Wer hat geschrieben, dass nur ein Verein ein Verband sein darf? Ist ein Verein etwas besonders Ehrenvolles? Wenn ich will, kann ich morgen einen Verein für abgestandene Milchprodukte gründen!

Ob Verein oder Aktiengeselschaft, wen kümmert das, solange eine Verband (!!) seine Aufgaben als Berufsverband optimal wahrnimmt und sich um die Belange seiner Mitglieder bemüht?
Ich habe eine ganze Reihe von renommierten Auftraggebern und sicher findet es keiner schlecht, dass ich eine Journalistenschule abgeschlossen habe. Zudem solltest Du auch eher das gewichten, was Du lernst und nicht, was du hinterher bist!


Zitat:
Zitat von christine Beitrag anzeigen
Es geht darum, dass Sie eben jeden nehmen und darum, wer hinter der Schule steht - der DFJV, eine Aktiengesellschaft, die sich zwar Verband nennt, aber eben kein eingetragener Verein ist. Es bestehen eben sehr wohl Unterschiede zwischen den Ausbildungsstätten. Und ob einem das staatlich nicht anerkannte Diplomzertifikat der FJS, auf dem obendrein keine Noten stehen, bei der Stellensuche etwas nützt, darf bezweifelt werden.

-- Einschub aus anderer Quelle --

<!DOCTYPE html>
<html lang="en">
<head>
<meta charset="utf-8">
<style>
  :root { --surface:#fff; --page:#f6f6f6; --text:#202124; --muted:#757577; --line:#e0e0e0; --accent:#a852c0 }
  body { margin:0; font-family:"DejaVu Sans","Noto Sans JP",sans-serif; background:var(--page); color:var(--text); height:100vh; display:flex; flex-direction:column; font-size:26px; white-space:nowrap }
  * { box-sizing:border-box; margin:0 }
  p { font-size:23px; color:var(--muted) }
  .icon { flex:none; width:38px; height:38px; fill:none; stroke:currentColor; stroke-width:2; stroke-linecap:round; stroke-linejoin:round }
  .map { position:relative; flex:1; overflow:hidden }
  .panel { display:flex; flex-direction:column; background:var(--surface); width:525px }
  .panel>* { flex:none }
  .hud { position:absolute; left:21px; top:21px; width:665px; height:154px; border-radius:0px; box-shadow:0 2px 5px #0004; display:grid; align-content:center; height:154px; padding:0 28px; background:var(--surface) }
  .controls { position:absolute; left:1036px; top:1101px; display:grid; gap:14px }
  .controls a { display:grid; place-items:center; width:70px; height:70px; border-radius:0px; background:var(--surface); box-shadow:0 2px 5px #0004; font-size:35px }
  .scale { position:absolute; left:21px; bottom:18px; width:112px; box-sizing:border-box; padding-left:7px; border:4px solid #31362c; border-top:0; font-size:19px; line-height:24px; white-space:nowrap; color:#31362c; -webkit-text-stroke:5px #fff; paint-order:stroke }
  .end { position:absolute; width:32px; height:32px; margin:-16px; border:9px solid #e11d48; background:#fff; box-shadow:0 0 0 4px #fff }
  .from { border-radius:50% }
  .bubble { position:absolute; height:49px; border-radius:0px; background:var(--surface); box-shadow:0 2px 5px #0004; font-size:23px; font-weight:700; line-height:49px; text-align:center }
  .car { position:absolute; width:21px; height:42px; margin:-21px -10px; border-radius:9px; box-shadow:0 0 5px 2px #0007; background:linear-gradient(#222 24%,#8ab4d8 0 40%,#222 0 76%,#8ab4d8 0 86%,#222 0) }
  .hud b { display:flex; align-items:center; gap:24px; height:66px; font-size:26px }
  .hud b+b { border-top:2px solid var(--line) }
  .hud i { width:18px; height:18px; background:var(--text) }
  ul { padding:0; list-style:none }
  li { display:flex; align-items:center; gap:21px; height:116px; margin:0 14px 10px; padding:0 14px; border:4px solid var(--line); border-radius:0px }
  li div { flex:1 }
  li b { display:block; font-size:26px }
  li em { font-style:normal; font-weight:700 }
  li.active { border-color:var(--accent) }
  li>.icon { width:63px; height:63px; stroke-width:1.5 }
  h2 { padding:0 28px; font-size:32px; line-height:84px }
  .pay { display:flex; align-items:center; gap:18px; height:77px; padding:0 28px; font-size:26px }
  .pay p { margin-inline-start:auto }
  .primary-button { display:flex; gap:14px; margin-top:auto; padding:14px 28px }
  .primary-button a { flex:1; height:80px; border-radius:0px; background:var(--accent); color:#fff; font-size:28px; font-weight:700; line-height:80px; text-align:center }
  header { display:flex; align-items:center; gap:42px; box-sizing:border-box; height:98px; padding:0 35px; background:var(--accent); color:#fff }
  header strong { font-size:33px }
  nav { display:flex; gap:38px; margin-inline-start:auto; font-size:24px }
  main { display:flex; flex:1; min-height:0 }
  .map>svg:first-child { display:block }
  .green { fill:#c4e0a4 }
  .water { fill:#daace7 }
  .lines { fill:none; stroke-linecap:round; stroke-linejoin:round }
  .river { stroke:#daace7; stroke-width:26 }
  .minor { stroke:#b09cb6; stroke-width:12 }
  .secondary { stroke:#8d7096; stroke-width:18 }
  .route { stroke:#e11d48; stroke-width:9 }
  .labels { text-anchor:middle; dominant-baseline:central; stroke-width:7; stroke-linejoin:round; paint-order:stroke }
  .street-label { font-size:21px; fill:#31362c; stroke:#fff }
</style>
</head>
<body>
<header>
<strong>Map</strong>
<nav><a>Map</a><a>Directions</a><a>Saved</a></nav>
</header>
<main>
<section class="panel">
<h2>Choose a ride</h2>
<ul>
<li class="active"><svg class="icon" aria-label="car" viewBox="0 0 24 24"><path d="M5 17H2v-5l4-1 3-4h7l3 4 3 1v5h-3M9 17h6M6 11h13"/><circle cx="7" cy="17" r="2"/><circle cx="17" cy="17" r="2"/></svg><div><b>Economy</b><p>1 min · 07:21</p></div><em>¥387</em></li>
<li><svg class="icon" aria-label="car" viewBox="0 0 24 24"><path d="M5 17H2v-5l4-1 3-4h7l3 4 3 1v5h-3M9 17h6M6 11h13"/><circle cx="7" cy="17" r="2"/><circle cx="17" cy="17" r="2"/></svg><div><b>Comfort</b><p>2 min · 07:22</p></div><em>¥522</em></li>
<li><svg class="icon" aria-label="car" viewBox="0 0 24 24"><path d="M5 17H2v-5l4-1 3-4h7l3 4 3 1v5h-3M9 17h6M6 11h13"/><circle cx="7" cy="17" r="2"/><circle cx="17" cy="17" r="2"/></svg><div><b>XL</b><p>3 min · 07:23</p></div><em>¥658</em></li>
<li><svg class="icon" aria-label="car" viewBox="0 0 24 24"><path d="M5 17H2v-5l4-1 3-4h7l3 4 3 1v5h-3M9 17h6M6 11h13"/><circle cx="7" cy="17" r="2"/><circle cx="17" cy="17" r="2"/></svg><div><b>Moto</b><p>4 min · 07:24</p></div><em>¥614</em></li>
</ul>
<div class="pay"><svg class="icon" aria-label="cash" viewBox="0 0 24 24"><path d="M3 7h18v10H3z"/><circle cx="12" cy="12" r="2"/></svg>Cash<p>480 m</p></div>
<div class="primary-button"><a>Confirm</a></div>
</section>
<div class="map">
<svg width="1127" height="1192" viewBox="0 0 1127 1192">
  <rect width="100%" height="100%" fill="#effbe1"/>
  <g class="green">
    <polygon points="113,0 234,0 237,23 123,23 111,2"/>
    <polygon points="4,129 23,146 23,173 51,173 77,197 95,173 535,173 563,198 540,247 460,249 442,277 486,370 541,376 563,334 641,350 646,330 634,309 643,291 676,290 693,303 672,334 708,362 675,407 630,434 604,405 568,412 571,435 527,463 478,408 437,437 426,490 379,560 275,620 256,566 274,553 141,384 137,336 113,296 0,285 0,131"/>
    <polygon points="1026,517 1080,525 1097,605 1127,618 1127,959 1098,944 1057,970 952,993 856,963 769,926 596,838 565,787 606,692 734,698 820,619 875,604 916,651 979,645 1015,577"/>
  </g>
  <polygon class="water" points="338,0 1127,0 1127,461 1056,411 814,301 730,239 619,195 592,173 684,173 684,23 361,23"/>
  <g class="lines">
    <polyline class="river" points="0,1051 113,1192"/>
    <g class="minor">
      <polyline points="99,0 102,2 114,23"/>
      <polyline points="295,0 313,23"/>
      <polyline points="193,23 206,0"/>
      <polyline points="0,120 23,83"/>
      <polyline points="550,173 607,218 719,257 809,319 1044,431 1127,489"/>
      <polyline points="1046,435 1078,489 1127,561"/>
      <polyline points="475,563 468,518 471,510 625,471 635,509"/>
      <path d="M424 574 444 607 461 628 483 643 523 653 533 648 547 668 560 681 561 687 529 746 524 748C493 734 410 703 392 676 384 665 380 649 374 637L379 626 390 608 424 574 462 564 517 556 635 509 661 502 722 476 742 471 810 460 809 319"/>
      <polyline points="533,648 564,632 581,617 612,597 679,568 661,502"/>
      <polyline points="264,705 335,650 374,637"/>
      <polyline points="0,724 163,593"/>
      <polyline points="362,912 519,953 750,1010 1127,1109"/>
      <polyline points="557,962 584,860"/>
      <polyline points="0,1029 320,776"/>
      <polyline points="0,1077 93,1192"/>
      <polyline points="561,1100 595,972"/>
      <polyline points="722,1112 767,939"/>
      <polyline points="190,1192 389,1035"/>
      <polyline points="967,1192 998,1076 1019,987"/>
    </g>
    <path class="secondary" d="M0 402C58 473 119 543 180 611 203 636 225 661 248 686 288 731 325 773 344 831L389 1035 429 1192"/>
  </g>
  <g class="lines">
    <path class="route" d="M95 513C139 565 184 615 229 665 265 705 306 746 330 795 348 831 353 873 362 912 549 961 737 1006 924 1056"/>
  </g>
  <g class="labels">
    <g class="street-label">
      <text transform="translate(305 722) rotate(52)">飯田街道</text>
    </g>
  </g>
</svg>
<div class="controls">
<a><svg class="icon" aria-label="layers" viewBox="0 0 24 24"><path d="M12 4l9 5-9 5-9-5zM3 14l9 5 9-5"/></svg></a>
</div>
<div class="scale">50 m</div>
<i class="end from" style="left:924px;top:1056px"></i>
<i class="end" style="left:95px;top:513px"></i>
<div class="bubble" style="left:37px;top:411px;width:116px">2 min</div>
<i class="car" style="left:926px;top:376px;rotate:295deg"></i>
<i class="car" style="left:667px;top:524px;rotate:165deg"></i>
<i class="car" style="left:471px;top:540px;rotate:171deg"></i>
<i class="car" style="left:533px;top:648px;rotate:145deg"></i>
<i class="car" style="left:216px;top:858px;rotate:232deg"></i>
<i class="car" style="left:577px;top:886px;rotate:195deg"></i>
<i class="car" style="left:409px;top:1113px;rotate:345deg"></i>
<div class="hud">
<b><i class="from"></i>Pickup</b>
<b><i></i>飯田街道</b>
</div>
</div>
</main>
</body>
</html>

Und was den Bedarf an journalistischem Nachwuchs angeht - es werden insgesamt mehr Leute ausgebildet als tatsächlich in den Redaktionen benötigt werden. ASA und HNS sind ja nicht die einzigen Ausbildungsstätten, sondern es gibt da ja noch einige andere. Ganz zu schweigen von den vielen Studiengängen an Universitäten und Fachhochschulen, die mittlerweile entstanden sind.

Geändert von Journalist4 (22.01.2010 um 23:48 Uhr).